We explain to you what is the origin of the media and how the inventions affected communication today.

The invention of the printing press revolutionized the field of books and communication.
  1. What is the origin of the media?

The means of communication occupy an indispensable role in industrialized society, such as forms of information circulation, opinion makers and platforms for debate and visibility. of public affairs . But they did not always exist as we understand them today.

The human being has felt the need to communicate with others from the dawn of civilization, in fact therein lies the invention of verbal language and, subsequently, of cave paintings and other means of representation Primitive of thought.

But it would not be until the time of the great empires when, already invented writing, that communication could be made massive and constant. The hieroglyphs in the pharaonic tombs, the reflections of the Greek Hellenic philosophers and especially the imperial edicts published in the streets of ancient Rome are good examples of this. there were no independent means of communication, but they were usually advertisements from the dominant political class.

The invention of the printing press by Johannes Gutenberg in 1440 revolutionized the field of books and communication, since its machine made it possible not only to replace mechanically to the scribes of the middle ages who copied and copied a text by hand, but allowed to print in a short time many times the same text, to distribute it among the public.

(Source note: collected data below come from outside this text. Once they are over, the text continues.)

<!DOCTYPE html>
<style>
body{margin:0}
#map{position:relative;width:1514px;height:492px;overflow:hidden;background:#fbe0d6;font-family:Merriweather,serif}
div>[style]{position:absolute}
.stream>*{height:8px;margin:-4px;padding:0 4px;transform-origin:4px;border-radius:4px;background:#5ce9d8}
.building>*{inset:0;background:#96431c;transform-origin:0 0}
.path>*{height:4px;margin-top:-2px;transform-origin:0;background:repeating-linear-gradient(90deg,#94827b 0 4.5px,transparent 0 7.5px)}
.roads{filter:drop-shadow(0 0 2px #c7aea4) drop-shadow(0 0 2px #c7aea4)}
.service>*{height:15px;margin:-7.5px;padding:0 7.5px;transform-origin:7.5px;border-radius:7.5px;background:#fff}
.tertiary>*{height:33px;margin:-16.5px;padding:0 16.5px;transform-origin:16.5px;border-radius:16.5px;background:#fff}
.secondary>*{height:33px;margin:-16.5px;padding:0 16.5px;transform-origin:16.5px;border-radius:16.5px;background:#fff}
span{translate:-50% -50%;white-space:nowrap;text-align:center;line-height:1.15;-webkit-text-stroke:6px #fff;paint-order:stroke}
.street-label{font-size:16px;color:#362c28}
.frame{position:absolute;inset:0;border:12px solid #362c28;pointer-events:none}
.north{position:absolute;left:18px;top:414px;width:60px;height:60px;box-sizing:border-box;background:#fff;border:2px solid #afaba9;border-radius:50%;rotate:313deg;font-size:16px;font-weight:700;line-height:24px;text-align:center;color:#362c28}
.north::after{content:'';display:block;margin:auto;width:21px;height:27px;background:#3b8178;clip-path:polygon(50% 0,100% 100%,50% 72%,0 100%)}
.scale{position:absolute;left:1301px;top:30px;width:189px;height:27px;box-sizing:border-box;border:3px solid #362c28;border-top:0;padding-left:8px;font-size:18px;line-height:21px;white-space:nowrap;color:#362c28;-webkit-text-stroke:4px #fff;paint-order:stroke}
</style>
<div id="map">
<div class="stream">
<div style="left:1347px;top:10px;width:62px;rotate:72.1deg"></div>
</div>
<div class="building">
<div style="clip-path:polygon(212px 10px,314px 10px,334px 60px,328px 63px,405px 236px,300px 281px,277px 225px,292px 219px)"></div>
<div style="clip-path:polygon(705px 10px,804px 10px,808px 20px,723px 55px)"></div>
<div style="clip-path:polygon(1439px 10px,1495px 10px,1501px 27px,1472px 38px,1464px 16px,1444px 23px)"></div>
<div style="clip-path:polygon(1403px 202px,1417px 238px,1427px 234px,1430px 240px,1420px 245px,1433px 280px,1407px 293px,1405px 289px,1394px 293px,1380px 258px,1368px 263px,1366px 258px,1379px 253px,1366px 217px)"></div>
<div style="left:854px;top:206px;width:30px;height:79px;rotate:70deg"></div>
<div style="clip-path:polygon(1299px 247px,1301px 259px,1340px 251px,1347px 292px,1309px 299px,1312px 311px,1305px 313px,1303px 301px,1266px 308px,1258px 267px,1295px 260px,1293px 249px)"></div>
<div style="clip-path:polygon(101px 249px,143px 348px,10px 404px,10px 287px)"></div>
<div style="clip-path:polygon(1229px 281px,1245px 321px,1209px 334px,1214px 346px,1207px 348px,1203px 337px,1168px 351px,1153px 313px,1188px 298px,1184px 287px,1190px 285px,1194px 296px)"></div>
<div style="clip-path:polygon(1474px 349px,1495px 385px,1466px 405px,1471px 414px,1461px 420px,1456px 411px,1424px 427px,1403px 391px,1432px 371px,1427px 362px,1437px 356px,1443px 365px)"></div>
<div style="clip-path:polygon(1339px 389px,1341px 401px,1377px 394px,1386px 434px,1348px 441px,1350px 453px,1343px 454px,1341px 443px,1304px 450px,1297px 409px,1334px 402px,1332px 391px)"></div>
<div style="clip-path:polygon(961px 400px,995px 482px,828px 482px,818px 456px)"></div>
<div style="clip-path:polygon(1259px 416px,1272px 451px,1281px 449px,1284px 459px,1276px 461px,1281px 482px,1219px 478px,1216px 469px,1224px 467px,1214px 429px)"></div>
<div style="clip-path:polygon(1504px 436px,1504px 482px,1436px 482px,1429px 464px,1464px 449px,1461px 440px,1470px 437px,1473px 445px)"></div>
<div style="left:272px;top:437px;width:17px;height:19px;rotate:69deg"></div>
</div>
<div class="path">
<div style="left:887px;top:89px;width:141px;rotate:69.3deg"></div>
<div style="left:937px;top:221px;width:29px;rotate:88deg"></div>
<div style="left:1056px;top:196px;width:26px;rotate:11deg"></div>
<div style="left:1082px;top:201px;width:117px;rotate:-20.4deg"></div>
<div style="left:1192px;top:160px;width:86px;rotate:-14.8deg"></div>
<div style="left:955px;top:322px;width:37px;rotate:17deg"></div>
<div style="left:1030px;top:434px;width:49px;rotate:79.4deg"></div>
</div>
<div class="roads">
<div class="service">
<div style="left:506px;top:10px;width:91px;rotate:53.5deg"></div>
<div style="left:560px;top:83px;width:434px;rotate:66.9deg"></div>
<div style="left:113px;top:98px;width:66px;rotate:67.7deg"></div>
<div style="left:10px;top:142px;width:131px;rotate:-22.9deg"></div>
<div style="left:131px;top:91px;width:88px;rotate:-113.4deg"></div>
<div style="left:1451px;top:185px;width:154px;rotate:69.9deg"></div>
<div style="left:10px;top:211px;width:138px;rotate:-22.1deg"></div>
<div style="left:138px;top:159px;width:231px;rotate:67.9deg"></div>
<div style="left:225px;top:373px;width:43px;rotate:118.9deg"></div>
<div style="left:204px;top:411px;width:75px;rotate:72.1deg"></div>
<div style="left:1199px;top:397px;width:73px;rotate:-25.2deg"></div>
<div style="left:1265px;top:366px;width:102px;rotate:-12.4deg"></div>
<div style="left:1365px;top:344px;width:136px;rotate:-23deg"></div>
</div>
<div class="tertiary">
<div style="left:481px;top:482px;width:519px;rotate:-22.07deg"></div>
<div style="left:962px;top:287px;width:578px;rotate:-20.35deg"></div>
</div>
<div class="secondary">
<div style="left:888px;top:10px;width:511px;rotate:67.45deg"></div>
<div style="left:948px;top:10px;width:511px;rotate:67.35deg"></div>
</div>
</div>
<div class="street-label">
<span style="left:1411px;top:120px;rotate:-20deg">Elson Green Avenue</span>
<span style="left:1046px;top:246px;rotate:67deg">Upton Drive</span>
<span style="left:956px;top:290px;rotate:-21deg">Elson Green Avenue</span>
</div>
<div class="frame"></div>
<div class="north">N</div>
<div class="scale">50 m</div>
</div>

In June 1605 this gave rise to the impression of the first newspaper, by the young John Carolus, and was called Collection of all the distinguished news . There he summarizes the news that his network of informants transmitted to him and that until then he copied manually.

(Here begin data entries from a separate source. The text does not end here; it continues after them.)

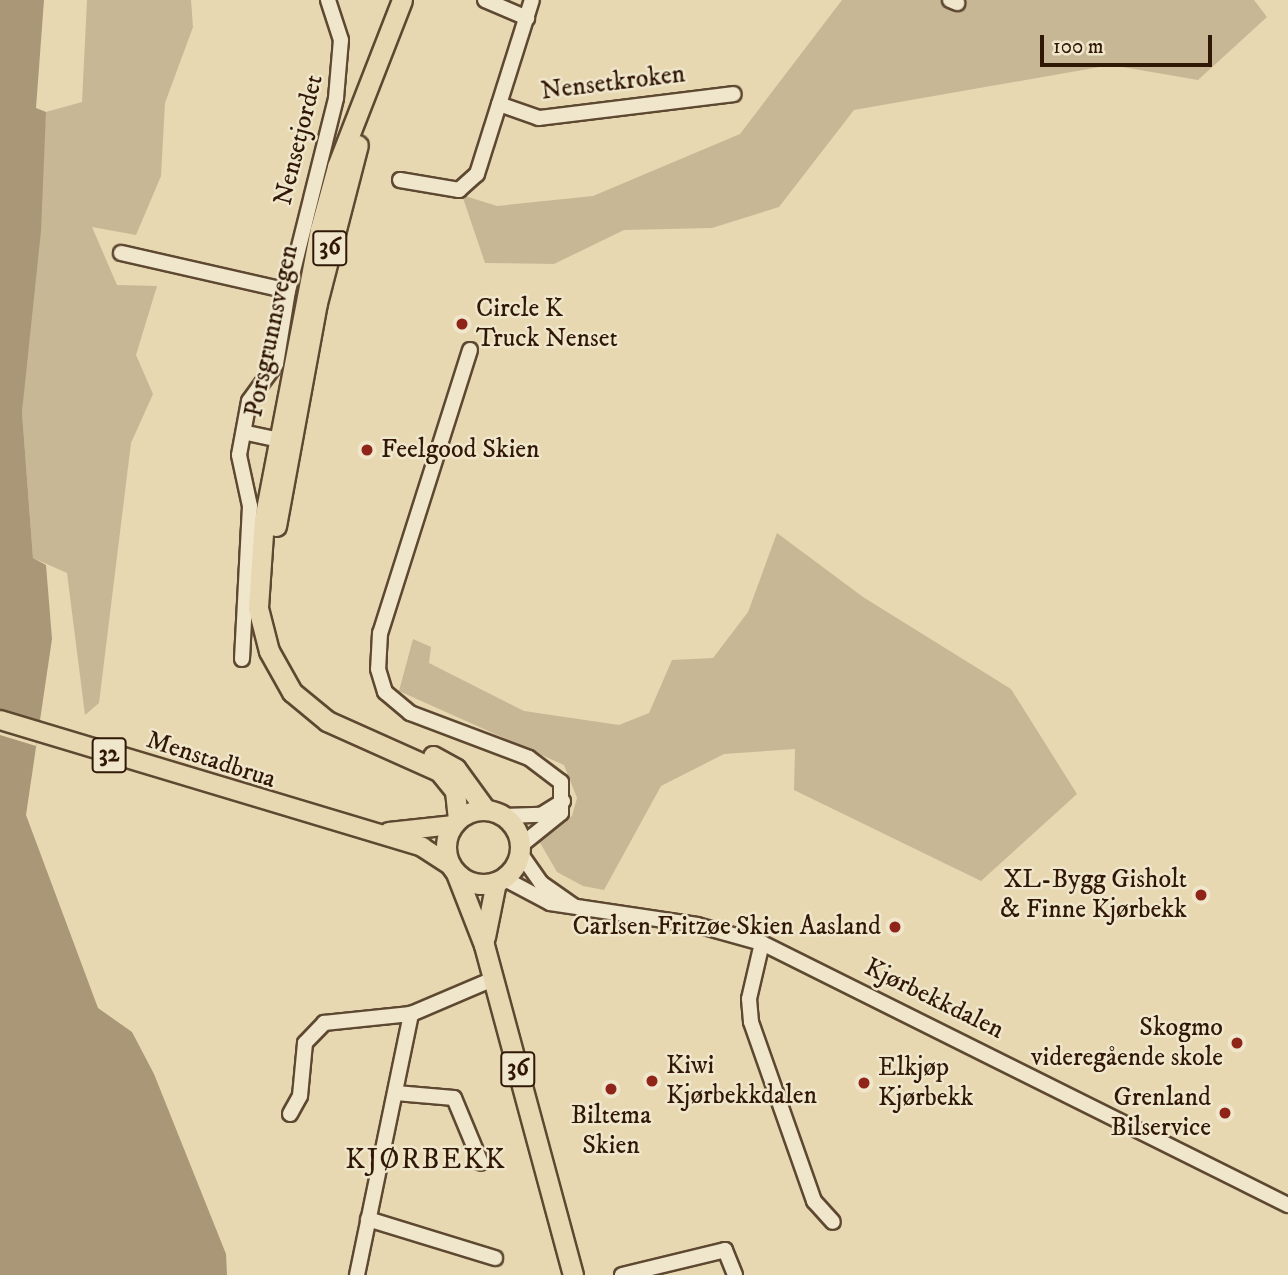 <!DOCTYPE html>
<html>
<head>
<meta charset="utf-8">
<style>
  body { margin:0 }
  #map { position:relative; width:1288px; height:1275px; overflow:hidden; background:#e7d8b1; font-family:"IM FELL DW Pica",serif }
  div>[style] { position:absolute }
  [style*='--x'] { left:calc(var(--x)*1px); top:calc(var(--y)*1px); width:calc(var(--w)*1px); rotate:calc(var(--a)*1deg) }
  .green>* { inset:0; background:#c8b794 }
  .water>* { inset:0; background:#a99777 }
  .pier>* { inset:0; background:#e7d8b1 }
  .roads { filter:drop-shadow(2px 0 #5e4831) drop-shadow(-2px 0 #5e4831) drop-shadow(0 2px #5e4831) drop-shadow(0 -2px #5e4831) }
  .minor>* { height:14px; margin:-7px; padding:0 7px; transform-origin:7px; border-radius:7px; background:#efe6cc }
  .major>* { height:18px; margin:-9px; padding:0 9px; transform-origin:9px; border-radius:9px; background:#e7d8b1 }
  .highway>* { height:19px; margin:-9.5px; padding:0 9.5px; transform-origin:9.5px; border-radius:9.5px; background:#e7d8b1 }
  .highway>.ring { margin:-9.5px; padding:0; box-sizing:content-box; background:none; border:19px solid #e7d8b1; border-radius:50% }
  .dots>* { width:19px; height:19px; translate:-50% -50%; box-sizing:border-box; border:4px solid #efe6cc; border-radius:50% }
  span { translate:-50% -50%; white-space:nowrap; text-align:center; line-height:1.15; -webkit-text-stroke:5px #efe6cc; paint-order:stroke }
  .shield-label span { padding:2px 5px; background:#efe6cc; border:2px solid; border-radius:5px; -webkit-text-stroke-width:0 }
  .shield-label { font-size:24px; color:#311806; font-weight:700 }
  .street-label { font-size:26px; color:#311806 }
  .poi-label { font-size:26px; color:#311806 }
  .left { translate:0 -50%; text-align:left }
  .right { translate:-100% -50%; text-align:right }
  .neighbourhood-label { font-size:28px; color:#311806; letter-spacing:2px }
  .scale { position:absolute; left:1040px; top:35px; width:172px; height:32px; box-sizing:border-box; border:4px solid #311806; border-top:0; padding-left:9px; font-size:21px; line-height:24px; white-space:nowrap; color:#311806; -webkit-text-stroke:5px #efe6cc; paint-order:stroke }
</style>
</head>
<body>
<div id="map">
  <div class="green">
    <i style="clip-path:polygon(87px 0,191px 0,193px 27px,165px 103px,161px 176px,136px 235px,92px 227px,117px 285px,157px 286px,136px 355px,153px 394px,131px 443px,99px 703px,85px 715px,67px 573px,33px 558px,22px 412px,46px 112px,82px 102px)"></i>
    <i style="clip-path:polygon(842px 0,1254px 0,1267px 17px,1198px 80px,1111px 65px,854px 110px,779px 207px,712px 228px,624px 230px,554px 264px,485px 263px,462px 195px,497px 206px,593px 196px,740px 134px)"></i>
    <i style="clip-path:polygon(777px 533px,863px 597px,1011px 689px,1077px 794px,981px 881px,794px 790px,795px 749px,724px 754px,661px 786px,604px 890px,583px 886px,557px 872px,539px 841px,572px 816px,577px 798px,564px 765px,399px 691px,413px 639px,431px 647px,429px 663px,524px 711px,619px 725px,649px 713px,672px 660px,713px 658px,748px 612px)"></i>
  </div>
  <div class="water">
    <i style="clip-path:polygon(0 0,44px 0,36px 108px,46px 112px,41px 231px,22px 412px,33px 558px,46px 565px,52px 639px,26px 815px,98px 1008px,132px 1032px,154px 1074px,226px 1254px,227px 1275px,0 1275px)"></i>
  </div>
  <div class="pier">
    <i style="clip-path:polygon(0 713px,38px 725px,36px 746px,0 735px)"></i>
  </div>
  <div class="roads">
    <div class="minor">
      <i style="--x:485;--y:0;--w:46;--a:23.2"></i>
      <i style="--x:950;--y:0;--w:8;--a:23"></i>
      <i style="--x:499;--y:104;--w:42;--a:19.3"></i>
      <i style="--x:539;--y:118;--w:196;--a:-7"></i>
      <i style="--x:400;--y:180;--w:60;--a:9.6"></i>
      <i style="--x:459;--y:190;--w:24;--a:-42"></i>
      <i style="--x:477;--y:174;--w:182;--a:-72.5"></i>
      <i style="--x:121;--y:253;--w:171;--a:12.8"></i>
      <i style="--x:470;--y:350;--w:297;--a:107.6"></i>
      <i style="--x:380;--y:633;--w:36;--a:93"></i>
      <i style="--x:378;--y:669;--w:24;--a:73"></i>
      <i style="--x:385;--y:692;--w:33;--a:40"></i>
      <i style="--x:410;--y:713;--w:127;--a:20.7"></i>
      <i style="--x:529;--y:758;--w:40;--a:37"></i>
      <i style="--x:561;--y:782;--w:31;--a:90"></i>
      <i style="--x:561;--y:813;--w:53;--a:141.2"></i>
      <i style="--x:247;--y:433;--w:40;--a:12"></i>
      <i style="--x:242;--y:659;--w:153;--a:-87"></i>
      <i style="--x:250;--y:506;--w:52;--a:-102.2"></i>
      <i style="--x:239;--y:455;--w:55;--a:-79.5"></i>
      <i style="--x:249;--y:401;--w:46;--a:-53.9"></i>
      <i style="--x:276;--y:364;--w:74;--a:-80.7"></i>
      <i style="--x:288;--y:291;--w:199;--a:-76"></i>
      <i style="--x:336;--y:98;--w:58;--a:-85.1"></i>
      <i style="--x:341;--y:40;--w:42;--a:-108"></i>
      <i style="--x:504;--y:816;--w:37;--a:-2"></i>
      <i style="--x:541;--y:815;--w:26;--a:-32"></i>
      <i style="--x:520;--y:853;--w:37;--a:55"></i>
      <i style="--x:541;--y:883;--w:40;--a:34.9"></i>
      <i style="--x:503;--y:878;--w:53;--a:28"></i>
      <i style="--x:550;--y:903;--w:149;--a:8.5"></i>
      <i style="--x:697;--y:925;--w:67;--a:15.5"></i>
      <i style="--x:762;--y:943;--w:588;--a:26.48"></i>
      <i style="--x:762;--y:943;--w:57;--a:103.1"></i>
      <i style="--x:749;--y:999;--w:23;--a:85"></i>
      <i style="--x:751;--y:1022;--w:190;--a:70.6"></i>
      <i style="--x:814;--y:1201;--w:28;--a:48"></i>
      <i style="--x:396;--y:1093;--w:58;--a:4.9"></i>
      <i style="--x:454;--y:1098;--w:70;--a:67.4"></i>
      <i style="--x:290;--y:1114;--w:21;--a:-61"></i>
      <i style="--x:300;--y:1096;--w:53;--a:-84.6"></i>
      <i style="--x:305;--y:1043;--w:28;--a:-46"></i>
      <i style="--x:324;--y:1023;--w:87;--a:-5.9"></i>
      <i style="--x:368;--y:1219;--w:133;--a:17.1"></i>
      <i style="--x:357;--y:1275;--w:267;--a:-78.3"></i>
      <i style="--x:411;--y:1014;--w:89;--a:-23.1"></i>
      <i style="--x:622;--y:1275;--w:106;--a:-13.6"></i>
      <i style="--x:725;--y:1250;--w:27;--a:68"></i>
    </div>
    <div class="major">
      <i style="--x:0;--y:720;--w:441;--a:16.7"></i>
      <i style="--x:422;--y:847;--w:35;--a:33"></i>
      <i style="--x:389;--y:832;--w:63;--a:-6.3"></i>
    </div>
    <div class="highway">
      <i style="--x:402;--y:0;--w:179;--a:111.3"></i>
      <i style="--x:337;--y:167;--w:64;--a:105.3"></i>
      <i style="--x:320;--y:229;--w:295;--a:100.9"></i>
      <i style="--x:264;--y:519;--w:89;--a:93.9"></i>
      <i style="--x:258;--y:608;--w:44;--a:75.7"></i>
      <i style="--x:269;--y:651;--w:47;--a:60.7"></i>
      <i style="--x:292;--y:692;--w:45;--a:39.6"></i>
      <i style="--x:327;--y:721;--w:123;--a:24.1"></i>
      <i style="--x:439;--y:771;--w:26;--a:51"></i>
      <i style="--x:455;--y:791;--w:28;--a:84"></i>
      <i style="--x:276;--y:526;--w:227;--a:-79.6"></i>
      <i style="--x:317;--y:303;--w:163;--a:-75.5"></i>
      <i style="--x:433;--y:756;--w:26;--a:29"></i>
      <i style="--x:456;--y:769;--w:49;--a:54.1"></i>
      <i class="ring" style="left:446px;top:810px;width:55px;height:55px"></i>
      <i style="--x:456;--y:873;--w:77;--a:68.7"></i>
      <i style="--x:484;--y:945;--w:342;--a:74.9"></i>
      <i style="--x:485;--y:937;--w:56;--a:-78.7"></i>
    </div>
  </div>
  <div class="dots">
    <i style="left:462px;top:324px;background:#8f2418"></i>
    <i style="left:367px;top:450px;background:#8f2418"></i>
    <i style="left:1201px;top:895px;background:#8f2418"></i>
    <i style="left:895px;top:927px;background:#8f2418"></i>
    <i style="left:1237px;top:1043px;background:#8f2418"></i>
    <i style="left:652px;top:1081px;background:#8f2418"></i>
    <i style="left:864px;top:1083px;background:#8f2418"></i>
    <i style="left:611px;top:1089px;background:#8f2418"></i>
    <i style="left:1225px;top:1113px;background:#8f2418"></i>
  </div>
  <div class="shield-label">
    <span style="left:330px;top:248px">36</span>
    <span style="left:109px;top:755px">32</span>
    <span style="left:518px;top:1069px">36</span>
  </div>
  <div class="street-label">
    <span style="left:613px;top:83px;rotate:-7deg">Nensetkroken</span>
    <span style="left:299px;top:140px;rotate:-76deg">Nensetjordet</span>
    <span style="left:272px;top:331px;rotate:-78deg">Porsgrunnsvegen</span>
    <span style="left:211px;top:760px;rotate:18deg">Menstadbrua</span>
    <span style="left:934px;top:999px;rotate:26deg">Kjørbekkdalen</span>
  </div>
  <div class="poi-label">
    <span class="left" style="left:476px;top:324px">Circle K<br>Truck Nenset</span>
    <span class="left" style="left:381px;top:450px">Feelgood Skien</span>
    <span class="right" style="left:1187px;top:895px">XL-Bygg Gisholt<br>&amp; Finne Kjørbekk</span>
    <span class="right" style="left:881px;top:927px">Carlsen Fritzøe Skien Aasland</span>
    <span class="right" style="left:1223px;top:1043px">Skogmo<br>videregående skole</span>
    <span class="left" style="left:666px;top:1081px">Kiwi<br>Kjørbekkdalen</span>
    <span class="left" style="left:878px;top:1083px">Elkjøp<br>Kjørbekk</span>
    <span class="right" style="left:1211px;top:1113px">Grenland<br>Bilservice</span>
    <span style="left:611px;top:1131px">Biltema<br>Skien</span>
  </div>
  <div class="neighbourhood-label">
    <span style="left:426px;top:1160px">KJØRBEKK</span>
  </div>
  <div class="scale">100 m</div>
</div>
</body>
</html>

This first newspaper was followed by the "WeekleyNews of London" in 1622 and in 1704 the "Boston News-Letter", the first newspaper of continuous circulation. Since then the proliferation of printed newspapers was worldwide.

Other inventions would provide key technologies for the evolution of mass media. Cinema, for example, would emerge in the late nineteenth century in France, with experiments to capture the image derived from photography, another budding technology.

The invention of electricity, some years later, would make it possible to massify cinema and at the same time give rise to the invention of radio in 1896, being in 1901 the first transmission of the human voice. Both inventions would revolutionize the idea of ​​communication, because man could transmit visual or sound messages over time and space, without being forced to write.

From there to the invention of television would spend less than half a century. The first television broadcasts would be from the BBC in London and in 1936 the first ones would be thrown with programming.

The massification of this device was another big step in the history of the media, since having a television in each house, the opportunity was born to constantly inform and entertain people in the comfort of their home, either by transmitting information Pre-recorded or live information happening elsewhere on the planet.

Finally, the emergence of the Internet in the 80s and computerized digital technologies in the 90s enhanced the communicative capacity of the human being to infinity. The possibility of sharing information through social networks, emails and other formats of cyber community are great contributions of the late twentieth century and early twenty-first.

With the Internet, mass communications also became interactive, customizable and viralizable, given that information consumption has become increasingly frantic. That is why more and more attention and care is given to companies and information and telecommunications technologies, as well as to the mass media; they are often considered an important political power that competes with states and perhaps has fewer regulations than they should.

It can serve you: Freedom of Expression.